• _YOUR GOAL_
Your job is to set down the stretch of entries that opens with the line containing "Map reading. Serialize" and closes with the line containing "Annotation task. Parse". Keep both end lines, copy each exactly, and add nothing.

• _Records from a collection_
<<<<

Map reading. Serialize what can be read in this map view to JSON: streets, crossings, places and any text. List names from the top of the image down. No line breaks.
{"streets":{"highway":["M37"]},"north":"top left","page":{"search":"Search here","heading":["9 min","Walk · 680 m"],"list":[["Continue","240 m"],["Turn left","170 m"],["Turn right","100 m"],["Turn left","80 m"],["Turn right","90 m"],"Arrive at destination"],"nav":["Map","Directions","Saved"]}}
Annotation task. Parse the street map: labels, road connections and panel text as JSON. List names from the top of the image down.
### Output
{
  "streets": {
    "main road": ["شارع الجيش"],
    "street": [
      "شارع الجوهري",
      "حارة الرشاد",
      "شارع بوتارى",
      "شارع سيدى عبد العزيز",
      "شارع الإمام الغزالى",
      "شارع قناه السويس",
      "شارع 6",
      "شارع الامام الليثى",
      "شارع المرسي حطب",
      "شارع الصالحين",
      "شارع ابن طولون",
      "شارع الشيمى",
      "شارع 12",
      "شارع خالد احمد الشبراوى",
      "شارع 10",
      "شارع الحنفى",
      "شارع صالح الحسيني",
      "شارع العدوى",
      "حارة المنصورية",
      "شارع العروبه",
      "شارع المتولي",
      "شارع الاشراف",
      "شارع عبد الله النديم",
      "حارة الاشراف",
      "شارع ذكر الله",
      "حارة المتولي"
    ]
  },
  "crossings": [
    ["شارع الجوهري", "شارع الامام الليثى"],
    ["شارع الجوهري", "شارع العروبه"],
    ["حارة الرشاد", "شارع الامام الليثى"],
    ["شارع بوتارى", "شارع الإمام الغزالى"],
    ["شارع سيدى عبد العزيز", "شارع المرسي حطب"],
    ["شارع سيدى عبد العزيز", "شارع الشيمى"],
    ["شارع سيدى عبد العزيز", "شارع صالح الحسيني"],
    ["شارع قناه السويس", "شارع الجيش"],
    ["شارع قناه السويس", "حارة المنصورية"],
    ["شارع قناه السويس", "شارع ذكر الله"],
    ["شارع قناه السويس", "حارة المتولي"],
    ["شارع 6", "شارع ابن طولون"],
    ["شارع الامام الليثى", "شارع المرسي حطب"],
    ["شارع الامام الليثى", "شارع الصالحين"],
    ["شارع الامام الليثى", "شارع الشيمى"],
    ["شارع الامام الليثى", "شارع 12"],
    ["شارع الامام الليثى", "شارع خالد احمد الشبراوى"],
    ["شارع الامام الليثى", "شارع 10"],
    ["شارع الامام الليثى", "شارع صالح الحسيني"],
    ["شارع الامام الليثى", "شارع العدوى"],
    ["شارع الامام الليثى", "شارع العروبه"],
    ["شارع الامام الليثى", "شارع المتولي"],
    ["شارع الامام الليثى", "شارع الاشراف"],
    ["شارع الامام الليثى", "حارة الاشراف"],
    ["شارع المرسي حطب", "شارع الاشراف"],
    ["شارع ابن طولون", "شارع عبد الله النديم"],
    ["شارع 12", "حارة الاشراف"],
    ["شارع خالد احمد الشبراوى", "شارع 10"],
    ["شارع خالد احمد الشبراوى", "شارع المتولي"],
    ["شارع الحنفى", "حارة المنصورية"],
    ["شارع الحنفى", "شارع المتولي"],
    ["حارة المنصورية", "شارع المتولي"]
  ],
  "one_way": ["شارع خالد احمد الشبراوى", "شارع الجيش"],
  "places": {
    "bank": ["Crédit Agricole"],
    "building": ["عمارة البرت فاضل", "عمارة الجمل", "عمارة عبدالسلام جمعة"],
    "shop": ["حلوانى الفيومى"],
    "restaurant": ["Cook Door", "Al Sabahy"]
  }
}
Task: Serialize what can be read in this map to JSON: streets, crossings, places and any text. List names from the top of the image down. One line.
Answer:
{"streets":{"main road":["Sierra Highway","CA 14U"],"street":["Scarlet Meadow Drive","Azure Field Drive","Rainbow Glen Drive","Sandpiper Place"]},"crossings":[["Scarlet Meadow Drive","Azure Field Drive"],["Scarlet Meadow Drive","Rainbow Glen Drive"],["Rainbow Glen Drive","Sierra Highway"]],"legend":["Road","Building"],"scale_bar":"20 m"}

>>>>
<<<<

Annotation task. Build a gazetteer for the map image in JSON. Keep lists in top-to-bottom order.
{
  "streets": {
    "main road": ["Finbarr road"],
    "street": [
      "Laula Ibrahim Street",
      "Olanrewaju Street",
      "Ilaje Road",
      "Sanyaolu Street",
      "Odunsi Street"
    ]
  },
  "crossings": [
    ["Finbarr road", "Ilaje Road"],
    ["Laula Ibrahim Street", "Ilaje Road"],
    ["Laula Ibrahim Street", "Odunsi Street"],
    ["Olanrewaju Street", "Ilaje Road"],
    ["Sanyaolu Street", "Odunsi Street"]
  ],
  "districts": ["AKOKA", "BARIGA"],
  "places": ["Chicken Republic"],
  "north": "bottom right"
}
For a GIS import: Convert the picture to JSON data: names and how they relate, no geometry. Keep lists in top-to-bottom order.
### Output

>>>>

• _WRITTEN SOLUTION_
Map reading. Serialize what can be read in this map view to JSON: streets, crossings, places and any text. List names from the top of the image down. No line breaks.
{"streets":{"highway":["M37"]},"north":"top left","page":{"search":"Search here","heading":["9 min","Walk · 680 m"],"list":[["Continue","240 m"],["Turn left","170 m"],["Turn right","100 m"],["Turn left","80 m"],["Turn right","90 m"],"Arrive at destination"],"nav":["Map","Directions","Saved"]}}
Annotation task. Parse the street map: labels, road connections and panel text as JSON. List names from the top of the image down.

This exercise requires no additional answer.